Icehouse Bottom Site
Excavation work at the Icehouse Bottom site
LocationMonroe County, Tennessee
Nearest cityVonore
Coordinates35°35′32″N 84°11′56″W / 35.59222°N 84.19889°W / 35.59222; -84.19889
Builtcirca 7500 BC
NRHP reference No.78002615
Added to NRHP1978

Icehouse Bottom is a prehistoric Native American site in Monroe County, Tennessee, located on the Little Tennessee River in the southeastern United States. Native Americans were using the site as a semi-permanent hunting camp as early as 7500 BC, making it one of the oldest-known habitation areas in Tennessee. Analysis of the site's Woodland period (1000 BC - 1000 AD) artifacts shows evidence of an extensive trade network that reached to indigenous peoples in Georgia, North Carolina, and Ohio. This was later an area of known Cherokee settlements, the people encountered by Anglo-European settlers in the 18th and 19th centuries.

Since 1979, the Icehouse Bottom site has been submerged by Tellico Lake, an impoundment of the Little Tennessee River created by the construction of Tellico Dam. Excavations were conducted at the site in the early 1970s prior to dam construction, in anticipation of inundation. Tellico Lake was developed by and is managed by the Tennessee Valley Authority, and the shoreline immediately above the Icehouse Bottom site is part of the McGhee-Carson Unit of the Tellico Lake Wildlife Management Area, which is managed by the Tennessee Wildlife Resources Agency.

Geography

The now-submerged Icehouse Bottom site

The Little Tennessee River enters Monroe County from the east, through a water gap between the Great Smoky Mountains and the Unicoi Mountains. It winds westward for some 40 miles (64 km) before emptying into the Tennessee River near Lenoir City. Tellico Lake, created in 1979, covers the lower 33 miles (53 km) of the Little Tennessee and the lower 22 miles (35 km) of the Tellico River.

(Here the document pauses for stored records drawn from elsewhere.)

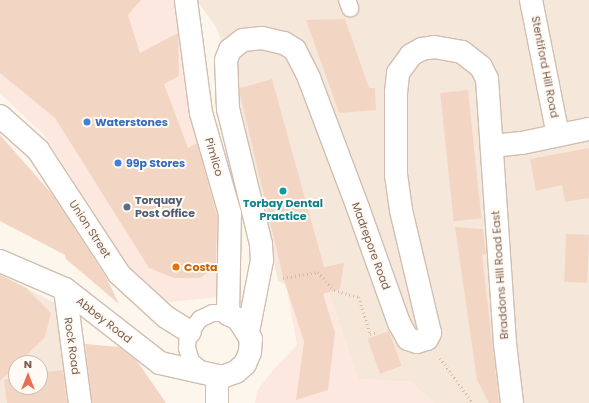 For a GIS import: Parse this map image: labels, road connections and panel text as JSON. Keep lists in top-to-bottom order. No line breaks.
{"streets":{"street":["Stentiford Hill Road","Pimlico","Union Street","Madrepore Road","Braddons Hill Road East","Abbey Road","Rock Road"]},"crossings":[["Pimlico","Union Street"],["Pimlico","Madrepore Road"],["Pimlico","Abbey Road"],["Union Street","Madrepore Road"],["Union Street","Abbey Road"],["Madrepore Road","Abbey Road"],["Abbey Road","Rock Road"]],"places":["Waterstones","99p Stores","Torbay Dental Practice","Torquay Post Office","Costa"],"north":"top"} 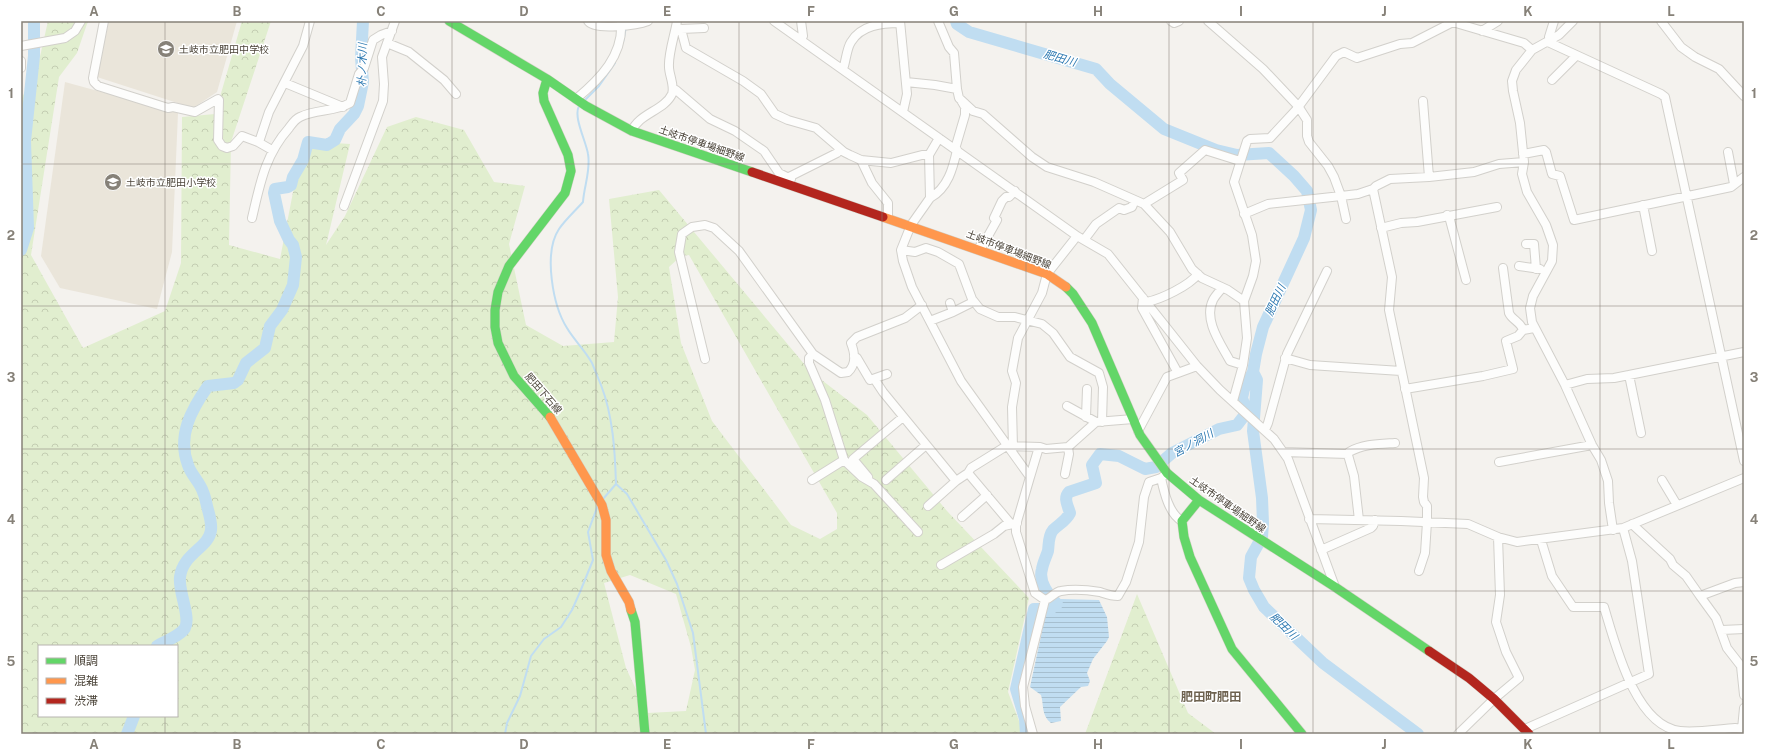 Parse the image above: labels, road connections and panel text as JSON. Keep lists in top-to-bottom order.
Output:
{
  "streets": {
    "main road": ["土岐市停車場細野線", "肥田下石線"]
  },
  "crossings": [
    ["土岐市停車場細野線", "肥田下石線"]
  ],
  "districts": ["肥田町肥田"],
  "water": ["肥田川", "朴ノ木川", "宮ノ洞川"],
  "places": {
    "school or university": ["土岐市立肥田中学校", "土岐市立肥田小学校"]
  },
  "legend": ["順調", "混雑", "渋滞"],
  "grid": {
    "columns": [
      "A",
      "B",
      "C",
      "D",
      "E",
      "F",
      "G",
      "H",
      "I",
      "J",
      "K",
      "L"
    ],
    "rows": [
      "1",
      "2",
      "3",
      "4",
      "5"
    ]
  }
}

Icehouse Bottom is an archeological site of ancient human occupation that was located along the south bank of the Little Tennessee. Prior to construction of the dam and creation of Tellico Lake, this site was approximately 21 miles (34 km) above the mouth of the river at its confluence with the Tennessee River, and nearly 2 miles (3.2 km) above the river's confluence with the Tellico River. The site was located immediately downstream from the base of a steep hill known as Rockcrusher Bluff.[1]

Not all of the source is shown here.